When we decide we need to be worthy in order to earn God’s love and grace, we wrongly place ourselves at the center of God’s story. That’s what that Prayer of Humble Access that we’ll pray later reminds us not to do. But when we rightly place God at the center, when we center our reality on the grace of God, we recognize the truth of God’s good news. Paul sums up this good news later in his letter to the Romans, saying, “For I am convinced that neither death, nor life, nor angels, nor rulers, nor things present, nor things to come, nor powers, nor height, nor depth, nor anything else in all creation will be able to separate us from the love of God in Christ Jesus our Lord” (Romans 8:38-39). This “anything else” includes our perceived unworthiness. But again, worthiness is not part of the equation of God’s love.

God created us to be vessels of that love. When society or trauma or doctrine convinces us we aren’t worthy of God’s love, God pours Grace out because we can’t accept God’s love any other way.
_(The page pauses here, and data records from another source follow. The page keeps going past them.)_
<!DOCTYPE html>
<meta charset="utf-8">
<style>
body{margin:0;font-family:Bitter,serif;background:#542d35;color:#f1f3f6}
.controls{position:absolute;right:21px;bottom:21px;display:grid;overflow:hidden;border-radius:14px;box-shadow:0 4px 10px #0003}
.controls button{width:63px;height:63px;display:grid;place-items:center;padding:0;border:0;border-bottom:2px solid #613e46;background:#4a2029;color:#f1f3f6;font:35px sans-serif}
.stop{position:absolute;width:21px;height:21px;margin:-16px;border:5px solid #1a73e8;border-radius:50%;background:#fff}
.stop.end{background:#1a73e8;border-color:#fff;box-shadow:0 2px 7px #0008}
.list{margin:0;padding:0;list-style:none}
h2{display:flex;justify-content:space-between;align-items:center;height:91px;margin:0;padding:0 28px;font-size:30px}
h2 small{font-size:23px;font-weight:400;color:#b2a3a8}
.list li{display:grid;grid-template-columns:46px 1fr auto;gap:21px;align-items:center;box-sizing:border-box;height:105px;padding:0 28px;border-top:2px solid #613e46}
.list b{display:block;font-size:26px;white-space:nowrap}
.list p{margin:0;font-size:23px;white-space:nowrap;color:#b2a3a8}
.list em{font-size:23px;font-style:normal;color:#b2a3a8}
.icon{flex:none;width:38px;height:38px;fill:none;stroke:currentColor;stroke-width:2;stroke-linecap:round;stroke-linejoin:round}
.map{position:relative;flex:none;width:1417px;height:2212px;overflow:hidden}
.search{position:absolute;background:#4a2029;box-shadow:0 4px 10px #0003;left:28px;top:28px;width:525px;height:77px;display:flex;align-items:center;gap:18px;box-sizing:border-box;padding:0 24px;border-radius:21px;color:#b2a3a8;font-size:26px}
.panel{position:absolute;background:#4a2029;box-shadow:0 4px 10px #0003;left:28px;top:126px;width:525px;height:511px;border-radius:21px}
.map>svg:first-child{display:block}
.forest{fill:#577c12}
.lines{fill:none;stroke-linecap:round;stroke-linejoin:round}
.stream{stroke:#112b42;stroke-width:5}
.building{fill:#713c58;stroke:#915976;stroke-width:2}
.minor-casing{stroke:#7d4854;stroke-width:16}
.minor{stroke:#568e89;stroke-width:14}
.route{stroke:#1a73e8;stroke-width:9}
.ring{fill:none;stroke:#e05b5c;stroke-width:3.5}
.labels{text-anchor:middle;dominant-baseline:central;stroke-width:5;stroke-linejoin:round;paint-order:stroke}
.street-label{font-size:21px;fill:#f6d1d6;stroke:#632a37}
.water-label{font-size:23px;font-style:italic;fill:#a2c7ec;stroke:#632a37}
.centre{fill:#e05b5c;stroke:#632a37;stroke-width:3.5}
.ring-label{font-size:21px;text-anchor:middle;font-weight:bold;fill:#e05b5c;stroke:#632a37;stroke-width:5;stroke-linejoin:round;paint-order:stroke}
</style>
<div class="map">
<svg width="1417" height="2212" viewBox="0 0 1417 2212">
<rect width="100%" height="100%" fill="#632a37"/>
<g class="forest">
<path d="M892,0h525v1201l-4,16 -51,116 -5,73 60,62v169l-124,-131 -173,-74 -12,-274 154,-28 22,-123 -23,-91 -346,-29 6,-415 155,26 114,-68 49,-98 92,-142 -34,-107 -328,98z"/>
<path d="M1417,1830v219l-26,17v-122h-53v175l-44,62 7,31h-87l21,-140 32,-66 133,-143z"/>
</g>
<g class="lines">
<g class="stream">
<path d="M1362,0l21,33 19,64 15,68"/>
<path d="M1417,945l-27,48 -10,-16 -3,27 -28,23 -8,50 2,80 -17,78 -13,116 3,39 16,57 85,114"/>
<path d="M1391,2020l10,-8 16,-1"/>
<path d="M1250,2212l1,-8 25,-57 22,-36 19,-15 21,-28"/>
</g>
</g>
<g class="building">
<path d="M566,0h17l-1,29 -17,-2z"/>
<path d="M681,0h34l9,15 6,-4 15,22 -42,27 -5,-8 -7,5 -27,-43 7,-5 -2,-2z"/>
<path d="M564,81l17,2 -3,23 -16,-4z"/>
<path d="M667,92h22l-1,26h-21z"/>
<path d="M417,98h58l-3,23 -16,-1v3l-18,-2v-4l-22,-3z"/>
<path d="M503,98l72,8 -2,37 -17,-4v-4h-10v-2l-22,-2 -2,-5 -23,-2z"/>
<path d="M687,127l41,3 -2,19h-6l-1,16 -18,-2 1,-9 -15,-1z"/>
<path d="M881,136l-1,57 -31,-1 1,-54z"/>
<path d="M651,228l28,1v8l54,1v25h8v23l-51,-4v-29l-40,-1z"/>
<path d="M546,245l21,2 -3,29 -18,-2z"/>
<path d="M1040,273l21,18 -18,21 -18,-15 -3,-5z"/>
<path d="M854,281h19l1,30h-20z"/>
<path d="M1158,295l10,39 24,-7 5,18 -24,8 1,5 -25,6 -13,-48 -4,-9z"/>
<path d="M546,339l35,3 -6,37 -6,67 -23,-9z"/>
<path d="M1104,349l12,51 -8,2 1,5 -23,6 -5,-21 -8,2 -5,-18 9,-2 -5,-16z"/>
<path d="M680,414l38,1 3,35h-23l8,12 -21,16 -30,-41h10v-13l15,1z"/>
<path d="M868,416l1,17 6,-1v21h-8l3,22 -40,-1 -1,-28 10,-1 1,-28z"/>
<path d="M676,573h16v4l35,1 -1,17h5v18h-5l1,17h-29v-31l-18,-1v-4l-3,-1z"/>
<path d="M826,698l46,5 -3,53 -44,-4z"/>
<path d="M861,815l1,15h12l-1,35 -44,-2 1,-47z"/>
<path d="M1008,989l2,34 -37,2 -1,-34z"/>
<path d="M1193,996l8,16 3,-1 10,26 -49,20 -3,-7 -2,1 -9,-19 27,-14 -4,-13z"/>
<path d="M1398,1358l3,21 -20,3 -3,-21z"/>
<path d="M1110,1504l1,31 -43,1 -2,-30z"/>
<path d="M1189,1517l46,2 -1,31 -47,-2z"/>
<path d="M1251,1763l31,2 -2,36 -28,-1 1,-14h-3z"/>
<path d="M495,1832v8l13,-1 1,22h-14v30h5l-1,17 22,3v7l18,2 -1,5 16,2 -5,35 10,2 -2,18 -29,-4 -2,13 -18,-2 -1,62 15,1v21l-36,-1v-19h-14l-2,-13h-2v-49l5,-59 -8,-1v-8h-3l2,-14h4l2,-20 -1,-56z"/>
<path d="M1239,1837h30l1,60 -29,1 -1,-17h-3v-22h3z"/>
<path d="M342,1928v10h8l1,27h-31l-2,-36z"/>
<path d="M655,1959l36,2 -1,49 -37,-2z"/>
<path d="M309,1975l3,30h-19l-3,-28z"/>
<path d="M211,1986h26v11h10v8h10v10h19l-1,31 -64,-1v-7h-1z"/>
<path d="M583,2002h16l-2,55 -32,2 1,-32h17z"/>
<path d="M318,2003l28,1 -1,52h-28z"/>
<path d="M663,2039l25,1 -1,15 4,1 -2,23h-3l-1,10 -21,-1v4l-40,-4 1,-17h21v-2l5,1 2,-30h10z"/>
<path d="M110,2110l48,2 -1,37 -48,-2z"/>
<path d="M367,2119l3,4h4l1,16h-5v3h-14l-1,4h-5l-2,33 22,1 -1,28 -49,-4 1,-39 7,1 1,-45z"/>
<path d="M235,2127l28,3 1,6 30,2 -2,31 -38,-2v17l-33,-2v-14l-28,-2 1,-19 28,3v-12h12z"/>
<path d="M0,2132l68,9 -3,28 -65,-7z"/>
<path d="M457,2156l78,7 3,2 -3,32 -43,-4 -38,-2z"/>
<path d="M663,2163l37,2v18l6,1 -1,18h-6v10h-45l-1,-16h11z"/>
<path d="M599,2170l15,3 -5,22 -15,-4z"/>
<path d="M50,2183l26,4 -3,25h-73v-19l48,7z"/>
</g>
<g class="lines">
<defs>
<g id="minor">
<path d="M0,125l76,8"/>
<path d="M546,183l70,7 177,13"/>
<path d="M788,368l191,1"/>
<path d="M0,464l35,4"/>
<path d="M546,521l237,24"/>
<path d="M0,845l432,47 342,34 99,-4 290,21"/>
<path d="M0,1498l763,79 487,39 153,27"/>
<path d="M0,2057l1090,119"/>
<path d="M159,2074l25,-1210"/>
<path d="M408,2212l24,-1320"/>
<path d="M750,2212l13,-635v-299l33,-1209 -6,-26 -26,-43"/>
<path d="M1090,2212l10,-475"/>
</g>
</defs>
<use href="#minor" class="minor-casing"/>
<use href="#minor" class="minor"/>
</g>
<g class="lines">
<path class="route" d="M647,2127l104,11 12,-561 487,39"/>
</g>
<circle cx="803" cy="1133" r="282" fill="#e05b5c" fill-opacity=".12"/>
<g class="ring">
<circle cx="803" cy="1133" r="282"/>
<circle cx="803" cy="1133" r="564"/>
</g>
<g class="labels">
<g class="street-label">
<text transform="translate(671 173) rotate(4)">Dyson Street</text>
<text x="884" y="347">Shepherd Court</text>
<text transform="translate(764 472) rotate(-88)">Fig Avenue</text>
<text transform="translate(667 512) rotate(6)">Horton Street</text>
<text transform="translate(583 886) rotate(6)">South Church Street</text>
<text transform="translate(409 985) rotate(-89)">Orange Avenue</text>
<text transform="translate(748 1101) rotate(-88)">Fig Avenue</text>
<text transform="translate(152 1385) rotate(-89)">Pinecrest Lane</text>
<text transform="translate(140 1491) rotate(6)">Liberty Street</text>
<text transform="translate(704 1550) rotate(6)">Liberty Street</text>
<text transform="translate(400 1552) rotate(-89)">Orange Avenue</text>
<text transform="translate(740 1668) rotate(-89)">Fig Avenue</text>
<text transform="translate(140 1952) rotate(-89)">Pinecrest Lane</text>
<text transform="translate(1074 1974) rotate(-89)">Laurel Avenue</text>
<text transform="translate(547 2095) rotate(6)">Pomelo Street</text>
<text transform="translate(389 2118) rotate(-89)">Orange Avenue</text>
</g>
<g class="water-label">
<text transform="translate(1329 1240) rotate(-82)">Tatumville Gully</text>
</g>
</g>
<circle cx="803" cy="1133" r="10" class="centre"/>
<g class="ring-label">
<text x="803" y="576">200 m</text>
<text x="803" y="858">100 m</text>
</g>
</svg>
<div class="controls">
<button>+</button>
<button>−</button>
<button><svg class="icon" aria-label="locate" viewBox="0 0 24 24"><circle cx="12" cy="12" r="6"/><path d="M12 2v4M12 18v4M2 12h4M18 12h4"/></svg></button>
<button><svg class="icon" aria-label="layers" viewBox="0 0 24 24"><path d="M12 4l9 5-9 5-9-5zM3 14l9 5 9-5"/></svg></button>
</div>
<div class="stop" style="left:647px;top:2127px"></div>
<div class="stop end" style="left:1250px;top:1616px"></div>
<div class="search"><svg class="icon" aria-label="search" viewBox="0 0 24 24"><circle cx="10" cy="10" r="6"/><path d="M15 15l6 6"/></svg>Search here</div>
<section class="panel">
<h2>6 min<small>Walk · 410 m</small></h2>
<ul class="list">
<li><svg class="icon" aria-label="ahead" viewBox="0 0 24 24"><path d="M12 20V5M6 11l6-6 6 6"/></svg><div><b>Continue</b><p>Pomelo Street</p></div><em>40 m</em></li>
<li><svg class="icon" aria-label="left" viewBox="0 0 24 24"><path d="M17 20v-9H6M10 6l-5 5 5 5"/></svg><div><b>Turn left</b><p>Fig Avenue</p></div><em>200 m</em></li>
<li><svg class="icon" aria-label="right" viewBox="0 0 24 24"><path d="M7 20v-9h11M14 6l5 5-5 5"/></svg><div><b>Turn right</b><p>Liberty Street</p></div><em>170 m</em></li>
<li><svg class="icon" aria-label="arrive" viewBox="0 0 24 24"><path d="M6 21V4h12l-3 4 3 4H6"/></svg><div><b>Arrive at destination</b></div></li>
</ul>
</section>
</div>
And that grace rains upon us just like it did for Abraham and Sarah, showering us with blessings, so that we might become blessings in this world that God loves so much.
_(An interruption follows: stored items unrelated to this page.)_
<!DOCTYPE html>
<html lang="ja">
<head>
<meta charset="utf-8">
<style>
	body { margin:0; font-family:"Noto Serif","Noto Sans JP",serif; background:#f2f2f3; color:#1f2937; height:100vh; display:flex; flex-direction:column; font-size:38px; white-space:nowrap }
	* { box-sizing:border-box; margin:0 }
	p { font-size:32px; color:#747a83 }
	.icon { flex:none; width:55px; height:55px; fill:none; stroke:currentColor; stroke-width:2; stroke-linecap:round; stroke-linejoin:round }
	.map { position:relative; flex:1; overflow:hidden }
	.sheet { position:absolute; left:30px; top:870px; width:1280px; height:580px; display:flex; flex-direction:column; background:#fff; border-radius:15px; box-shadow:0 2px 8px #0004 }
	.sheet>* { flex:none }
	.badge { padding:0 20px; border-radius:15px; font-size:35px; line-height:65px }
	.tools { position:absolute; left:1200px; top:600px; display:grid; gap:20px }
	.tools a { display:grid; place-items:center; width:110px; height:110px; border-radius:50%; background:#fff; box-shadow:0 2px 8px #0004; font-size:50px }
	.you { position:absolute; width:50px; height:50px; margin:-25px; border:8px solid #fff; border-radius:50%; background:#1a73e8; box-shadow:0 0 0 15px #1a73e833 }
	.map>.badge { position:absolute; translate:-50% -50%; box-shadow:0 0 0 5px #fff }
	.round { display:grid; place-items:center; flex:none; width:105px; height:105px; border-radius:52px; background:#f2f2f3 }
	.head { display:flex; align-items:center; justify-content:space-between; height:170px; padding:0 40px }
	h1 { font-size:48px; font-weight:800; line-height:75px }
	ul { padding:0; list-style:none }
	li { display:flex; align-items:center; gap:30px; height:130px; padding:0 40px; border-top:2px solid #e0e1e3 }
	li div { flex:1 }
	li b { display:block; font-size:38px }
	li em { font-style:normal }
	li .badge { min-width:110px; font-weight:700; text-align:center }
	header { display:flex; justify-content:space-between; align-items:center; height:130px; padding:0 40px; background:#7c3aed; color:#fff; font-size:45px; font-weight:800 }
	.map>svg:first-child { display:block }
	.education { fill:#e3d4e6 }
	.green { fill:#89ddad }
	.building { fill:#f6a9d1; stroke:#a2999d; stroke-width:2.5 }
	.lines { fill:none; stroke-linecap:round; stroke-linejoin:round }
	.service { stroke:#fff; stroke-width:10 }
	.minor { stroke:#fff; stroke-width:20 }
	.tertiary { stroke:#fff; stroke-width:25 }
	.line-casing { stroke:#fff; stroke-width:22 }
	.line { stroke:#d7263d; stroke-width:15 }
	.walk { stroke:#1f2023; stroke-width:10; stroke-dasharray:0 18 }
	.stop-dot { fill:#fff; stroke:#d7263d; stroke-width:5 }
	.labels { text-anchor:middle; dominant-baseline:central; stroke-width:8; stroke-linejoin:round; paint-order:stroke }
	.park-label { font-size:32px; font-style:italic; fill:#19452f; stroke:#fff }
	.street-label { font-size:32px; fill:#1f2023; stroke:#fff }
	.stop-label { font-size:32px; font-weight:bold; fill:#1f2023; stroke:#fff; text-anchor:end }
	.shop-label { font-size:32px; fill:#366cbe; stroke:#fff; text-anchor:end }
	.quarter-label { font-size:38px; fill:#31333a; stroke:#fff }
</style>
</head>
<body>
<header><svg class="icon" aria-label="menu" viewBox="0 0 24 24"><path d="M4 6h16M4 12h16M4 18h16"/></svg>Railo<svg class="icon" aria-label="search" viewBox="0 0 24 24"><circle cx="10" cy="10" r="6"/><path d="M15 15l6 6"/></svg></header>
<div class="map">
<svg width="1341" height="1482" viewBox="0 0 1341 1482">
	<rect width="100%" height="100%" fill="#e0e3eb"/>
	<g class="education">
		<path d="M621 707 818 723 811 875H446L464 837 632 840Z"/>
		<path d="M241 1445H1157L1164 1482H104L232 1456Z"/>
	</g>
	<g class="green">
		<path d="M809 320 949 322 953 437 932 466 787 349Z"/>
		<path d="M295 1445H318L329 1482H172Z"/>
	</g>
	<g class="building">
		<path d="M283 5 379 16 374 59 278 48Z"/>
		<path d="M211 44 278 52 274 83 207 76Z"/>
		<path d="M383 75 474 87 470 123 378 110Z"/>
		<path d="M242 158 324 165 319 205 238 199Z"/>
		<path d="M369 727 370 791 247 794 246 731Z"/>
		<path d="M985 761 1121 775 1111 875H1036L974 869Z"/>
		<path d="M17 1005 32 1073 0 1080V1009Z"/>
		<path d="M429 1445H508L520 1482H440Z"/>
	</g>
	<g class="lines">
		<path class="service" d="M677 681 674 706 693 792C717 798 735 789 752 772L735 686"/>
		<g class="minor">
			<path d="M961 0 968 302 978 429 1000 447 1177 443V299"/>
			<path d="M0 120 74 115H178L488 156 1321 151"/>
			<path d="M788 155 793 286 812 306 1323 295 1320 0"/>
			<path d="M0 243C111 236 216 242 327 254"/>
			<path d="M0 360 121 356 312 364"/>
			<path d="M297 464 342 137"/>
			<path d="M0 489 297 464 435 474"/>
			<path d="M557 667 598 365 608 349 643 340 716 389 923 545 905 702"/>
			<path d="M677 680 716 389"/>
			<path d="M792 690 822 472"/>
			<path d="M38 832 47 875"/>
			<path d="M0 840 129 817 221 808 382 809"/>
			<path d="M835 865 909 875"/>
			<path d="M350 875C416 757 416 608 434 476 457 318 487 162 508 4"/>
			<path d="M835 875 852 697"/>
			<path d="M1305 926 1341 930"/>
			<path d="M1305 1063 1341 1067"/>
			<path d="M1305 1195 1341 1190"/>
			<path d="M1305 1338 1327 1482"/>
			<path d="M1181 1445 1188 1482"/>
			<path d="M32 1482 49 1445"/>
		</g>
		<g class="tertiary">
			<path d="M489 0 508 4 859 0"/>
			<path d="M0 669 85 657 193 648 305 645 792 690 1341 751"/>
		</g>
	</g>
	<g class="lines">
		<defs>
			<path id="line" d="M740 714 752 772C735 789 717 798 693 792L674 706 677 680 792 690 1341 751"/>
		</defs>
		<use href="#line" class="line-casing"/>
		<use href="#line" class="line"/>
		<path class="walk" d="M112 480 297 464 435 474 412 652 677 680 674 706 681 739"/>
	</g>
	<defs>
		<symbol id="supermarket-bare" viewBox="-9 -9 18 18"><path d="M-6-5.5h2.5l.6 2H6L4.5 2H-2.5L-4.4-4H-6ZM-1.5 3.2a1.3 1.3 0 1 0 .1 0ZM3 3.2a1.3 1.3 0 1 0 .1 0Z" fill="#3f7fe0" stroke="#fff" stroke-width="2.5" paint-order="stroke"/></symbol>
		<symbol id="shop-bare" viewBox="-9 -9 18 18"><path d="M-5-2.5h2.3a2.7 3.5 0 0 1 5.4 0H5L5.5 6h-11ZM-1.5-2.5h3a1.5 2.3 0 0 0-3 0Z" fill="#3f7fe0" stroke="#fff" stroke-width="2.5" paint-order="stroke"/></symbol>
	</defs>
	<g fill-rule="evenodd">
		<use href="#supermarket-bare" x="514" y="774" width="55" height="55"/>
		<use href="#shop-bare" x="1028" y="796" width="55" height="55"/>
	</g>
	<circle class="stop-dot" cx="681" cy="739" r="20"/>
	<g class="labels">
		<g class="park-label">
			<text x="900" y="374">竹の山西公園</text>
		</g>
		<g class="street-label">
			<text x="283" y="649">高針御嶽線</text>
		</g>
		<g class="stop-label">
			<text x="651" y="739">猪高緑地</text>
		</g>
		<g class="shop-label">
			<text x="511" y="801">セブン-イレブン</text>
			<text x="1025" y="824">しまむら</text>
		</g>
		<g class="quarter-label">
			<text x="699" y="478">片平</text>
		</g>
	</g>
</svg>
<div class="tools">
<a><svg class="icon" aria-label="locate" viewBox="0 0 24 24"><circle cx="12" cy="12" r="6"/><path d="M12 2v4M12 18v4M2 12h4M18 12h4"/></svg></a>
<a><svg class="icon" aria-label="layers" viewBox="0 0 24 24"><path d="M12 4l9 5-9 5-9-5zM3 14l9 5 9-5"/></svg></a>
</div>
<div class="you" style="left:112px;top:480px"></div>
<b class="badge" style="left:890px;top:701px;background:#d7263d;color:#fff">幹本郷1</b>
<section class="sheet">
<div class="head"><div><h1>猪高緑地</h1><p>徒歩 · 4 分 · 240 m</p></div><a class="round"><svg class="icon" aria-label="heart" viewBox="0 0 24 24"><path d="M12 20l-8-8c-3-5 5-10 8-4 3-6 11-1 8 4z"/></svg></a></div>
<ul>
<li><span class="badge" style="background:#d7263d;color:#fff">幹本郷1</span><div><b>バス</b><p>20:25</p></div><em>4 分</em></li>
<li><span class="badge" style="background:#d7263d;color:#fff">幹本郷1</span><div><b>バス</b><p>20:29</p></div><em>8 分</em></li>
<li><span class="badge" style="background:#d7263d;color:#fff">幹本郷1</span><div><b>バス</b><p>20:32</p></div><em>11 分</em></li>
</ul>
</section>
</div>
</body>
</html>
I cut the following paragraph about the heresy of donatism from the sermon, but I still like it, so here it is:

During the sporadic persecutions of Christians in the first few centuries of the Church, a particular situation arrived that got faithful Christians really worried. When priests were arrested and threatened with execution, some of them renounced their faith. The people these priests baptized were concerned that their baptisms were no longer valid because of the priests’ renunciation. St. Augustine of Hippo (the same St. Augustine I talked about a few weeks ago when I shared my story of my call to priesthood)…well, St. Augustine recognized the heretical principle underlying these folks’ worry – that the virtue, or lack thereof, demonstrated by the priest had anything to do at all with the efficacy of the sacraments. St. Augustine argued that God was the only one who mattered where the sacraments were concerned, not the life of the priest. Therefore, people didn’t have to worry about their connection with God, because God remained faithful, even if the priest didn’t.